By Dr Nina Nouraeyan for the McGill University – Neonatal Perinatal Medicine Residency - Updated December 21st, 2025
Effective integration of point-of-care ultrasound (POCUS) in Neonatology requires an understanding of its strengths, limitations, and appropriate clinical applications. Before attending the POCUS course, participants are expected to review key literature and complete the mandatory video overview linked below:
Introductory Overview (required viewing)
Thank you to the family who generously volunteered to participate in video recordings, helping us create educational content that will be shared with our community of learners.
A core principle of POCUS is that imaging should never be performed without clearly identifying the diagnostic questions beforehand. This ensures appropriate use of the modality and helps avoid over-interpretation beyond its scope.
Example 1: Fresh neonate with rising oxygen requirements
Your targeted questions may include:
Is there significant respiratory distress syndrome, and does this neonate require surfactant?
Is there a pneumothorax contributing to hypoxia?
Is there consolidation or a pleural effusion that explains the clinical picture?
Clearly defining these questions frames your scan, helps avoid unnecessary views, and ensures your interpretation remains aligned with POCUS capability.
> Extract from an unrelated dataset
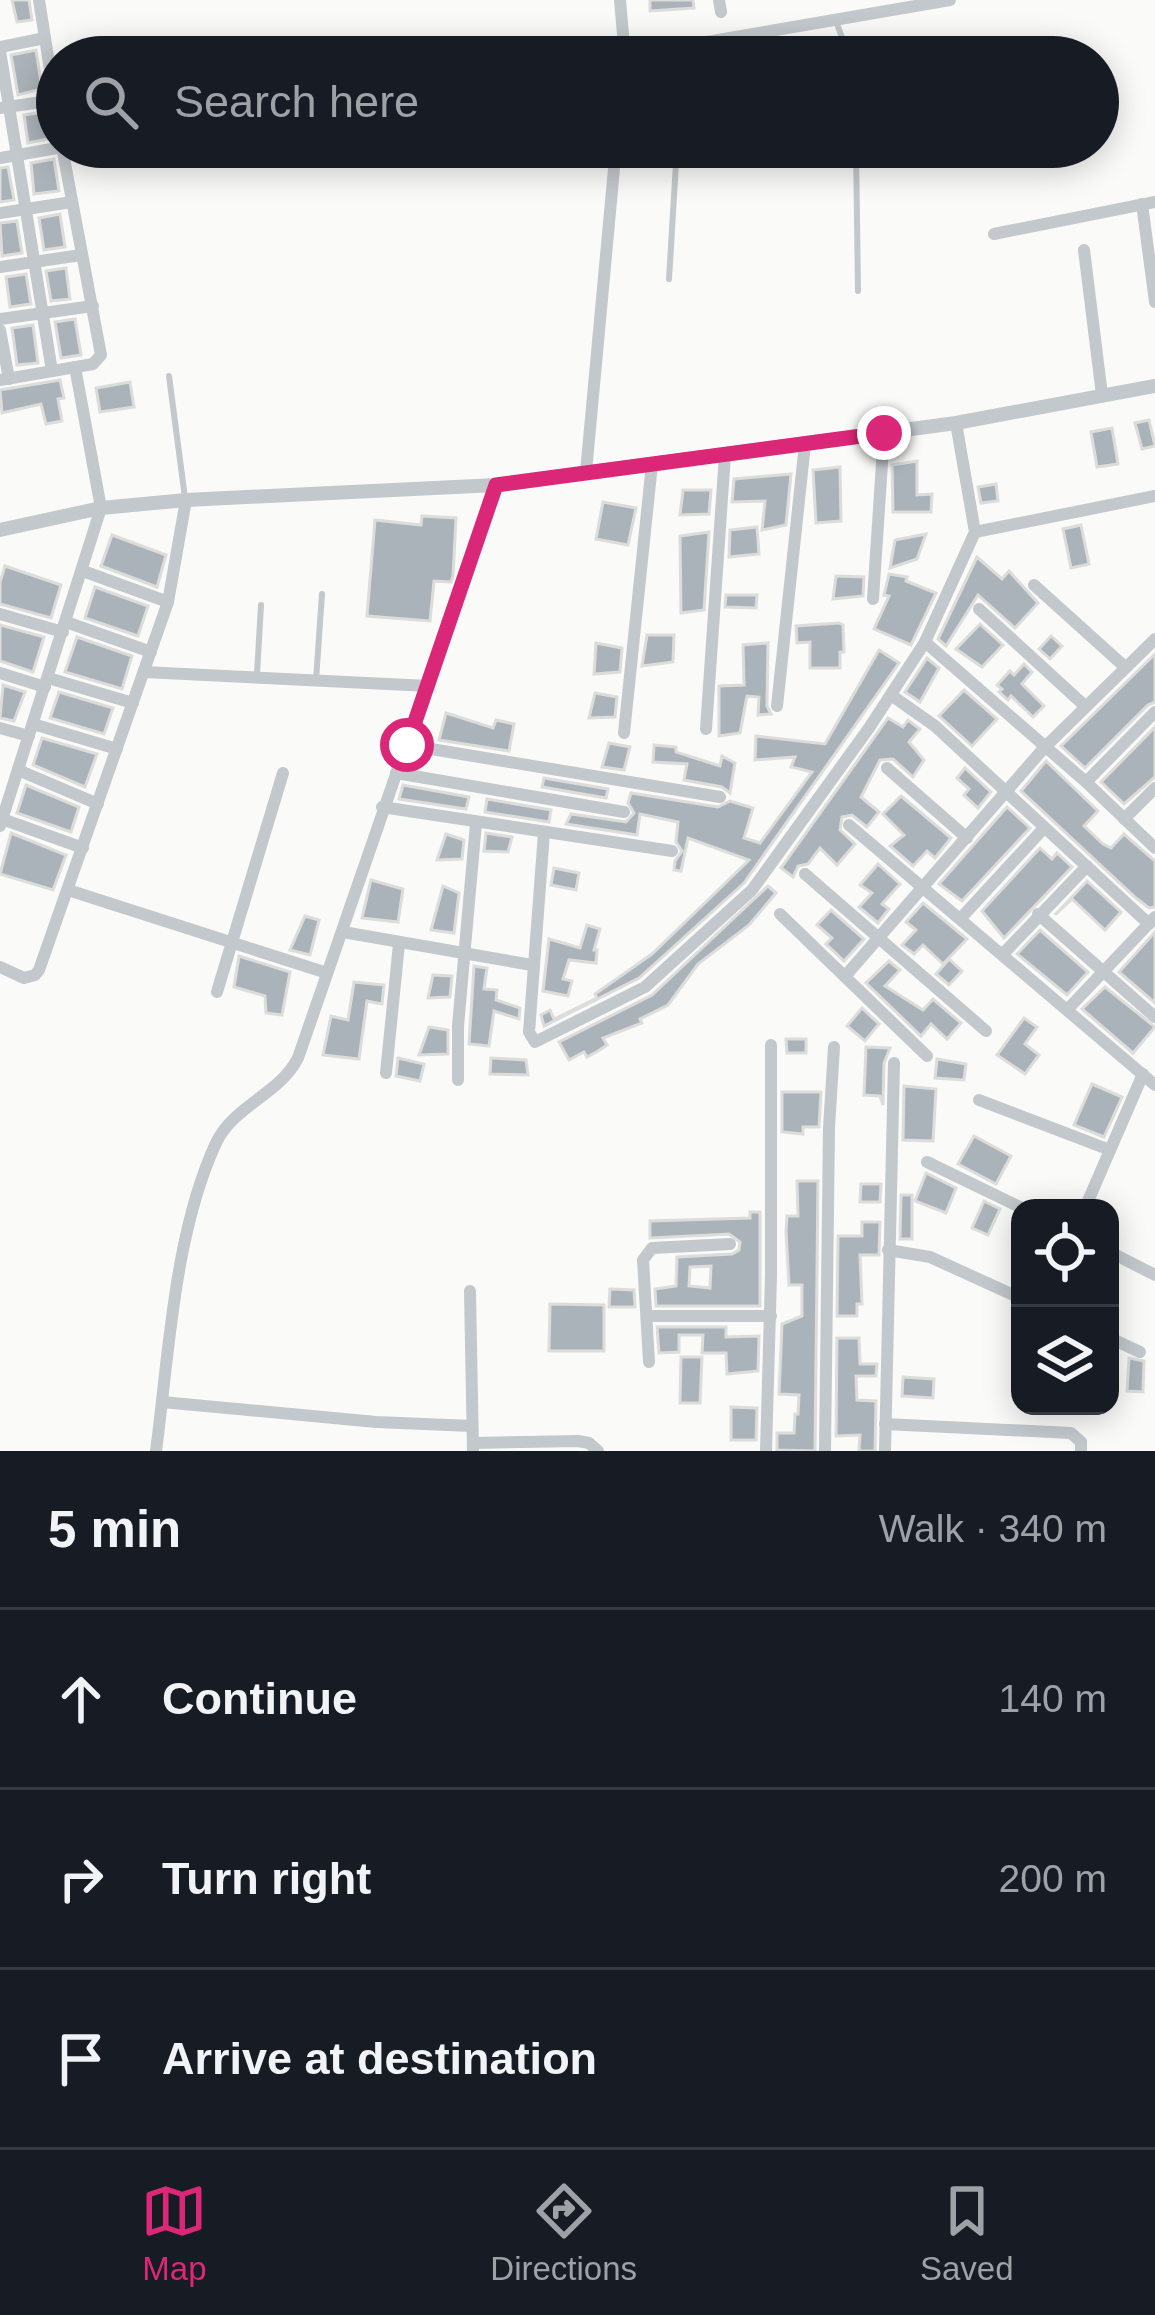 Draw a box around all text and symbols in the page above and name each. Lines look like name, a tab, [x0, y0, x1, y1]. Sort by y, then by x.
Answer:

POCUS should not be used to diagnose conditions requiring specialized imaging expertise.
Example 2: Crashing neonate with thready pulses
In this scenario, POCUS should not be used to evaluate for coarctation. Assessing aortic arch flow and ductal dependency requires pediatric cardiology expertise.
Instead, appropriate POCUS questions would be:
Is cardiac output adequate?
What is the volume status?
Is there a pericardial effusion compromising output?
Is there a malpositioned line within the heart causing hemodynamic instability?
If the clinical picture suggests a ductal-dependent lesion, POCUS must not be used to determine whether to initiate prostaglandin therapy. This is a clinical decision, and the infant requires immediate transfer to a center with pediatric cardiology services.
POCUS findings cannot be interpreted in isolation—they must be integrated with the neonate’s gestational age, clinical course, and evolving physiology.
Example 3: Three-week-old infant with rising oxygen needs
If POCUS shows increasing B-lines and a high lung score:
Surfactant is not expected to be helpful at this age.
More likely considerations include evolving bronchopulmonary dysplasia or over-circulation from a patent ductus arteriosus.
This reinforces the need to interpret POCUS within the correct clinical context, rather than applying algorithms designed for immediate postnatal care.
● POCUS answers focused questions—it is not a comprehensive diagnostic tool.
● Always identify your diagnostic questions before placing the probe.
● Know the limitations of POCUS for each organ system.
● Interpret all findings within the clinical context.
● Use subspecialty consultation (Radiology, Cardiology) when questions fall outside POCUS capability.